With prediabetes, the body is struggling to maintain blood sugar levels within a healthy range. The body stops using insulin as proficiently as it should and gradually begins to develop a resistance to it, which is known as insulin resistance. If this process continues for a prolonged period of time, the existing condition of prediabetes might escalate into type 2 diabetes.
When we eat and digest carbohydrates – such as potatoes, bread, or rice – sugar enters our bloodstream, of which a lot is sent to our muscles. Our muscles use this sugar for energy or store it as glycogen in order to maintain stable blood sugar levels. This process is an important part of blood sugar control and helps explain why people with less muscle are more likely to develop diabetes.

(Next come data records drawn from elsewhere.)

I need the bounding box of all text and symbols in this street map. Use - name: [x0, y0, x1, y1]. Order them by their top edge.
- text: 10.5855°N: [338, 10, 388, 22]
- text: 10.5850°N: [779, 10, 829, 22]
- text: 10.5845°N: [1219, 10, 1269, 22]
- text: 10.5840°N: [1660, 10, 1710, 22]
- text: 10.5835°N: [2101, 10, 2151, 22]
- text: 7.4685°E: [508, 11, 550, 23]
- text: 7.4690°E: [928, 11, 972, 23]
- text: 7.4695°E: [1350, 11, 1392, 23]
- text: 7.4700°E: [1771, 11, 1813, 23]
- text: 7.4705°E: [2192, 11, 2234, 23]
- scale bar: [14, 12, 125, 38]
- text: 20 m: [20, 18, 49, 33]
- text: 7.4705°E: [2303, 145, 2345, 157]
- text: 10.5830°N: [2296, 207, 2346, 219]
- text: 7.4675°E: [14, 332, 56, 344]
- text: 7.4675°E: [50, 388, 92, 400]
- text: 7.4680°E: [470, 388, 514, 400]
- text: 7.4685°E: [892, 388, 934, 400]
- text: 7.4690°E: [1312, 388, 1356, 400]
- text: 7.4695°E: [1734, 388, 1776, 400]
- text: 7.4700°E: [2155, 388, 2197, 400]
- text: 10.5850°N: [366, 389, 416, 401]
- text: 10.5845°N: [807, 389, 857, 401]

Since the symptoms that signal insulin resistance are extremely gradual, they might sometimes go unnoticed or under the radar for years. Some of the symptoms that ring a warning bell for the possible onset of prediabetes are as follows:
1. A constant feeling of tiredness and lethargy: A sense of fatigue that sets in after doing the slightest of work might signal prediabetes.
2. Feeling hungry frequently: Recurrent hunger pangs despite eating meals on time is a sign that indicates the possibility of developing prediabetes.
3. Frequent urination: The excess sugar built up in the bloodstream means the body will produce more urine to flush out the glucose. The greater the frequency of urination, the greater the chances of dehydration, thereby creating a cyclical pattern of increased thirst and hunger.
4. Increased thirst: Feeling the need to keep having more than the recommended amount of water through the day signals prediabetes.
5. Blurred vision: A sudden, unexplained blurring of eyesight can be one of the warning signs of prediabetes. If ignored, it can lead to retinopathy, a medical condition that damages the blood vessels in the retina of the eye and might cause loss of vision in some cases.
6. Unintended weight loss: Losing a significant amount of weight despite eating regular meals is a warning sign to watch out for.
7. Numbness in the limbs: A recurring tingling sensation felt in the hands and feet is yet another characteristic sign pointing towards prediabetes.
8. Signs of insulin resistance: If the body is not responding efficiently to the production of insulin, it can manifest in signs such as darkened patches of skin, abnormally increased levels of hunger and thirst and experiencing difficulty in concentrating or memorizing.